Information given →
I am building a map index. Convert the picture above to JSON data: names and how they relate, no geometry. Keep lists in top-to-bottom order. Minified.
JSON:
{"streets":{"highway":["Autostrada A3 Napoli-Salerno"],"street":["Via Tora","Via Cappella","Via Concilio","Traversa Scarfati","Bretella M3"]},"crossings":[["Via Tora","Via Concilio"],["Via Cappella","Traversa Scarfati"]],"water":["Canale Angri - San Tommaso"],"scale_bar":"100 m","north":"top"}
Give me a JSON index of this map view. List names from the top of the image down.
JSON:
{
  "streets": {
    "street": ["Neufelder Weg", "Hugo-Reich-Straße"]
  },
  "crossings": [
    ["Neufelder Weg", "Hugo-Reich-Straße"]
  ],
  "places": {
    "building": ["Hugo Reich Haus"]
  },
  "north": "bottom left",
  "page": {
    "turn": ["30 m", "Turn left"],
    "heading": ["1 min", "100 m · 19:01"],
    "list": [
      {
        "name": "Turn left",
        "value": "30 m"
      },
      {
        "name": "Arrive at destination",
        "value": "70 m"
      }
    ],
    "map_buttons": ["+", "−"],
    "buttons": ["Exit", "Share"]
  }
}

What is required → Scan the entries above and copy each line where "index" occurs.

Response to the task →
I am building a map index. Convert the picture above to JSON data: names and how they relate, no geometry. Keep lists in top-to-bottom order. Minified.
Give me a JSON index of this map view. List names from the top of the image down.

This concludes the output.